WORK REQUIRED
Output exactly, with nothing added, the entries from the first line through the line with "Map reading. Transcribe".

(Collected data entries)

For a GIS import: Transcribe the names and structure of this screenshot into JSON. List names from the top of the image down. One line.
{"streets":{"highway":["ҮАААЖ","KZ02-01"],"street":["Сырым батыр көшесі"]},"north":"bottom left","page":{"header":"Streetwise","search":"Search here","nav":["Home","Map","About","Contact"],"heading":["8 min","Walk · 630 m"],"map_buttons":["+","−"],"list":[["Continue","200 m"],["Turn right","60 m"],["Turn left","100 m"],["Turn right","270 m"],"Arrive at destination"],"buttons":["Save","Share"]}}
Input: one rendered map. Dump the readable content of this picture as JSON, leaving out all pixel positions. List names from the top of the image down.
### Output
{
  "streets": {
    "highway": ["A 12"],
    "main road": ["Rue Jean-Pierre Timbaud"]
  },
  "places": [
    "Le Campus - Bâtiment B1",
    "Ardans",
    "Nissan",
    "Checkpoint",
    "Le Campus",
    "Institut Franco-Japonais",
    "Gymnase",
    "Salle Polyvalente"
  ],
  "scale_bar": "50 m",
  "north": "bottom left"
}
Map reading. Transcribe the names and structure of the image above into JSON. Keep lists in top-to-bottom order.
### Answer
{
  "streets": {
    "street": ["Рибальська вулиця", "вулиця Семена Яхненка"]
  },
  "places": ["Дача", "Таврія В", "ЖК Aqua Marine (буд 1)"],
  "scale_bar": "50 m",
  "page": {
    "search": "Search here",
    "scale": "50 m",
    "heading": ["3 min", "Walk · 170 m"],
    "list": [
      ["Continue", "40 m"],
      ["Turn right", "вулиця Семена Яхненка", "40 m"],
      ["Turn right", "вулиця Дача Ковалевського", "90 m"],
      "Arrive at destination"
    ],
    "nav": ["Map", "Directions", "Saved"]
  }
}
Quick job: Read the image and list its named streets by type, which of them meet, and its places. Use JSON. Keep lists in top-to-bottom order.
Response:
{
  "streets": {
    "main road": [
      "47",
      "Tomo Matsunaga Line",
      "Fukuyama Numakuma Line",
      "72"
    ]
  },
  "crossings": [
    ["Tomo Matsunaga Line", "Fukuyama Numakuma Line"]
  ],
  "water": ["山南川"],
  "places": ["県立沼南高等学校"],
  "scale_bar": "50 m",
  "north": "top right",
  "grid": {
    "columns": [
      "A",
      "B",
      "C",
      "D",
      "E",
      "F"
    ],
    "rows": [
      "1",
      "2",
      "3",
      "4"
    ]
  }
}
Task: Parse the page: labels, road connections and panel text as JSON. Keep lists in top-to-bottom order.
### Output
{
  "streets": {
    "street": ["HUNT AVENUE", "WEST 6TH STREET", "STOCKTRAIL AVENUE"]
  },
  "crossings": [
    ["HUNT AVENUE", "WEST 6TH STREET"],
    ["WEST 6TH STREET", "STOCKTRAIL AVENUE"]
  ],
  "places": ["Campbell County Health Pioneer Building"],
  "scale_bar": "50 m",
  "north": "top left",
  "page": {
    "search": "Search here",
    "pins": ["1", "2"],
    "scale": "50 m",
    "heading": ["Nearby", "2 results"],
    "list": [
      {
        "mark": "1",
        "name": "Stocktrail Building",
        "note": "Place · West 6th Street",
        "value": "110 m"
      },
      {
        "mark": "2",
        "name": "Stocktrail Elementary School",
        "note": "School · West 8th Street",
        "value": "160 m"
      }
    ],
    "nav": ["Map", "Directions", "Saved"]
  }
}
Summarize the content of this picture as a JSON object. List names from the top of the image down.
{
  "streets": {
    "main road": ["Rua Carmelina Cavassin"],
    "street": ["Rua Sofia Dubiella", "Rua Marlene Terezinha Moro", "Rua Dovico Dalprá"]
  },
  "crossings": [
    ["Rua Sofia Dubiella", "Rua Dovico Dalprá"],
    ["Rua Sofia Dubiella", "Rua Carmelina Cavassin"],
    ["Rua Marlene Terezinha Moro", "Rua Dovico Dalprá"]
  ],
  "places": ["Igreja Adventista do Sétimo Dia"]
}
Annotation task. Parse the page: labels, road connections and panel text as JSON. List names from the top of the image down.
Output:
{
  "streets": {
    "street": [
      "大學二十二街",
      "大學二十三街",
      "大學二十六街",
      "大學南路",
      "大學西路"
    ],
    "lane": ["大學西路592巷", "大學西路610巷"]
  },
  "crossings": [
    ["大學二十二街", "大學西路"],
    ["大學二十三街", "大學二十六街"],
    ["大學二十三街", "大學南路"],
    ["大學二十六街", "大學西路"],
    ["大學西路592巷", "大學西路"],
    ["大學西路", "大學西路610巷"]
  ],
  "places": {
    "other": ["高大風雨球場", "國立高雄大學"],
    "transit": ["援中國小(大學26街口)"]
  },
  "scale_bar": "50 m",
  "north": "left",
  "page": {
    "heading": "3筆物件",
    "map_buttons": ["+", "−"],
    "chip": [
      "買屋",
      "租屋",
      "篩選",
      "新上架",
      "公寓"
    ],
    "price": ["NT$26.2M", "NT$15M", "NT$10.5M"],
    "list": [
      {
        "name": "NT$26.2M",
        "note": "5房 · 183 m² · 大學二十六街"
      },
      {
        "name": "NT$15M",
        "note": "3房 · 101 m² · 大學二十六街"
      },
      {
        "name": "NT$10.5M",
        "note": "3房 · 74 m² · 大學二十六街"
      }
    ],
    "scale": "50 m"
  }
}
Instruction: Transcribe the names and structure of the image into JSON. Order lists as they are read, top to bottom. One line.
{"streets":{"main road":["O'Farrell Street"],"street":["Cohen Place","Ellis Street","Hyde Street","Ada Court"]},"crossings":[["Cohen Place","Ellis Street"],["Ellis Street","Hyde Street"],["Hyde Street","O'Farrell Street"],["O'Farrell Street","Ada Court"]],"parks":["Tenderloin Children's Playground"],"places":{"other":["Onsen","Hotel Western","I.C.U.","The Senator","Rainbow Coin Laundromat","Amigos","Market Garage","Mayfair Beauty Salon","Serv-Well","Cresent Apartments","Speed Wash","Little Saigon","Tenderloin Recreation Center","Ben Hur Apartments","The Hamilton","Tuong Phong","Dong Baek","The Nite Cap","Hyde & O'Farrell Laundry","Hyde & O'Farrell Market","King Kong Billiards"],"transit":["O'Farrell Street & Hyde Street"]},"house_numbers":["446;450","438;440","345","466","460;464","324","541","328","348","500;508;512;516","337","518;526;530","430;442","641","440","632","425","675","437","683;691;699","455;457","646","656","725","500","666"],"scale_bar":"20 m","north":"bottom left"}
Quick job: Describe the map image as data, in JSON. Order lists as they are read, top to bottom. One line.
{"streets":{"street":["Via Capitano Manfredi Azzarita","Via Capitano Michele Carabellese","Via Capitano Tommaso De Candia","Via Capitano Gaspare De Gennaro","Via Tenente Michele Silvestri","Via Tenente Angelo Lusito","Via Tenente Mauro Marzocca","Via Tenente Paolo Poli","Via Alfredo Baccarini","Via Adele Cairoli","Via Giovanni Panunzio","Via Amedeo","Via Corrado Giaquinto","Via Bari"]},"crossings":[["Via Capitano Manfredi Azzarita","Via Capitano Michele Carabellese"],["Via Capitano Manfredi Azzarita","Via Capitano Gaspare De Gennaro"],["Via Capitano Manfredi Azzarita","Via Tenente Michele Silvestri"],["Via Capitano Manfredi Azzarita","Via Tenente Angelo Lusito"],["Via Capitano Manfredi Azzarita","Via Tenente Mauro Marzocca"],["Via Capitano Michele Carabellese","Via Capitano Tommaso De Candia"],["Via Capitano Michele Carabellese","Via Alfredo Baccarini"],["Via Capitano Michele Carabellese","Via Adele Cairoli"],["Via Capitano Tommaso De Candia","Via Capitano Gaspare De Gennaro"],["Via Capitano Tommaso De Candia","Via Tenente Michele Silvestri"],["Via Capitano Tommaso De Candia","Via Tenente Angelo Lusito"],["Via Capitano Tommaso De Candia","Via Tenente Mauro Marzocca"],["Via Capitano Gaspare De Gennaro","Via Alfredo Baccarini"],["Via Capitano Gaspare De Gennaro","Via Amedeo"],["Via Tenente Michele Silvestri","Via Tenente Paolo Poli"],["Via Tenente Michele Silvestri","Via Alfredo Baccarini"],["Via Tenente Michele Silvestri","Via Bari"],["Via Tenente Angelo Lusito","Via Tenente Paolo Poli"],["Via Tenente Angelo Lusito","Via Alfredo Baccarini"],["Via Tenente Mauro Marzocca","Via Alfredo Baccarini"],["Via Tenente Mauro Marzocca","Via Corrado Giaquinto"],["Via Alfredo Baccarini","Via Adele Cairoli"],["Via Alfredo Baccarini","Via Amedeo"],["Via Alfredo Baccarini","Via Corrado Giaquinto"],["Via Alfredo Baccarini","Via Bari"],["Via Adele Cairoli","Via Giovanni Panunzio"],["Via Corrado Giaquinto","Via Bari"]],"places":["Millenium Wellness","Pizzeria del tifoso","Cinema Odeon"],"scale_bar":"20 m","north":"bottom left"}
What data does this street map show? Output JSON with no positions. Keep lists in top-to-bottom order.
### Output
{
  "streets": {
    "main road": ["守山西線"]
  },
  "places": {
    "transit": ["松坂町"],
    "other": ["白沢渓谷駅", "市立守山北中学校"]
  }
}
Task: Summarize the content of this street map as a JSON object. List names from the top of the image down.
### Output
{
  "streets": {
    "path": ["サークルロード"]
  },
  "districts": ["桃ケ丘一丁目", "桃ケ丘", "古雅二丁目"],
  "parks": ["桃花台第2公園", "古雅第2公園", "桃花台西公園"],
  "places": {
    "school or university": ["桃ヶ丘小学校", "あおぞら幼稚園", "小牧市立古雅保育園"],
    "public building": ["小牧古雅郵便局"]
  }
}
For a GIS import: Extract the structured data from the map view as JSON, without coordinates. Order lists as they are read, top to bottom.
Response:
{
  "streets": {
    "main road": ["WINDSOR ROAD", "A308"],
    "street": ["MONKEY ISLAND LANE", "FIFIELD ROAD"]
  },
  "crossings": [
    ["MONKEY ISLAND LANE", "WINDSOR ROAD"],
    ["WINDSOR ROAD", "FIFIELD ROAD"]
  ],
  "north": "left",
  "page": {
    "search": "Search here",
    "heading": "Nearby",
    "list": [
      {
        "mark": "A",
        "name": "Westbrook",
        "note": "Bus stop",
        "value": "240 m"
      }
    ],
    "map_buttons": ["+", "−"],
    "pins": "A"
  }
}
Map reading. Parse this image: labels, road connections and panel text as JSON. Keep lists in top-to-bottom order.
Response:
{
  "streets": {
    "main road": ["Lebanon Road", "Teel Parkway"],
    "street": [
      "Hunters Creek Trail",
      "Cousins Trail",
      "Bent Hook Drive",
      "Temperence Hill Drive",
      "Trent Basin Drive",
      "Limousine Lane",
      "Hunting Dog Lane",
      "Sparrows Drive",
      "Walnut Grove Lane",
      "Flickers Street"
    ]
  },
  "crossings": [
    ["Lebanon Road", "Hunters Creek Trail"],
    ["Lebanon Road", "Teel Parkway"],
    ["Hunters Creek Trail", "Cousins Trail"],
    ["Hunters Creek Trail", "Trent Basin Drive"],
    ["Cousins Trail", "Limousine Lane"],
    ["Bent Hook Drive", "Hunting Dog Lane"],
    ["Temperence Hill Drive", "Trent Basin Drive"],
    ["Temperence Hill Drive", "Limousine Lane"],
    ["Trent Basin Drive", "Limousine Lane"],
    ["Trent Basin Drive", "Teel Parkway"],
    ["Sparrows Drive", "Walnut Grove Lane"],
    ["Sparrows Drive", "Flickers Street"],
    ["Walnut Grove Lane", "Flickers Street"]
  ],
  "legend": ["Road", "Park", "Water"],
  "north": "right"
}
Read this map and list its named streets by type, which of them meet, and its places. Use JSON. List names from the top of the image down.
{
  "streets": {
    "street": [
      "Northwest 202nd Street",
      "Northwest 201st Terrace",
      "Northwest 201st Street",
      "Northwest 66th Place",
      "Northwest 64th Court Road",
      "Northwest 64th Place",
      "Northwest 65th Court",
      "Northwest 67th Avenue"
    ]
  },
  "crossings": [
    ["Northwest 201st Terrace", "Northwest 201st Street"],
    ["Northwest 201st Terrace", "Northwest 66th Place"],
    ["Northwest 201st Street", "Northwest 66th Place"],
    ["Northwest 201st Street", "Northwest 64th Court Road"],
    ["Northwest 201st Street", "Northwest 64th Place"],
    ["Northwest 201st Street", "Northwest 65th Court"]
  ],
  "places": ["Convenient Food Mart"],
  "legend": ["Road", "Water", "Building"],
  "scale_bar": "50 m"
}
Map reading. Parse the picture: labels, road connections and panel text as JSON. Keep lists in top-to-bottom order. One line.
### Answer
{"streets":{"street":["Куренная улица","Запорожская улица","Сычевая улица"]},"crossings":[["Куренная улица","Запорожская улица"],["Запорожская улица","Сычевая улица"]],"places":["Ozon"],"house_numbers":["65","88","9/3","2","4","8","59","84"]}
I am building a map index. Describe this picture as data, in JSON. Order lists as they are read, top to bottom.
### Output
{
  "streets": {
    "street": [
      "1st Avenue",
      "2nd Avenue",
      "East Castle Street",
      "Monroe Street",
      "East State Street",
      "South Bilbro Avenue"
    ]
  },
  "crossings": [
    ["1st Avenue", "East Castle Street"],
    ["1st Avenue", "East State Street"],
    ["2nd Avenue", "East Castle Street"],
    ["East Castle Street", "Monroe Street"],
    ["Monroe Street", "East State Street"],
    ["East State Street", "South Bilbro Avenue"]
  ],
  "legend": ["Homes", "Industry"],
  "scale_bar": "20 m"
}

EXERCISE SOLUTION
For a GIS import: Transcribe the names and structure of this screenshot into JSON. List names from the top of the image down. One line.
{"streets":{"highway":["ҮАААЖ","KZ02-01"],"street":["Сырым батыр көшесі"]},"north":"bottom left","page":{"header":"Streetwise","search":"Search here","nav":["Home","Map","About","Contact"],"heading":["8 min","Walk · 630 m"],"map_buttons":["+","−"],"list":[["Continue","200 m"],["Turn right","60 m"],["Turn left","100 m"],["Turn right","270 m"],"Arrive at destination"],"buttons":["Save","Share"]}}
Input: one rendered map. Dump the readable content of this picture as JSON, leaving out all pixel positions. List names from the top of the image down.
### Output
{
  "streets": {
    "highway": ["A 12"],
    "main road": ["Rue Jean-Pierre Timbaud"]
  },
  "places": [
    "Le Campus - Bâtiment B1",
    "Ardans",
    "Nissan",
    "Checkpoint",
    "Le Campus",
    "Institut Franco-Japonais",
    "Gymnase",
    "Salle Polyvalente"
  ],
  "scale_bar": "50 m",
  "north": "bottom left"
}
Map reading. Transcribe the names and structure of the image above into JSON. Keep lists in top-to-bottom order.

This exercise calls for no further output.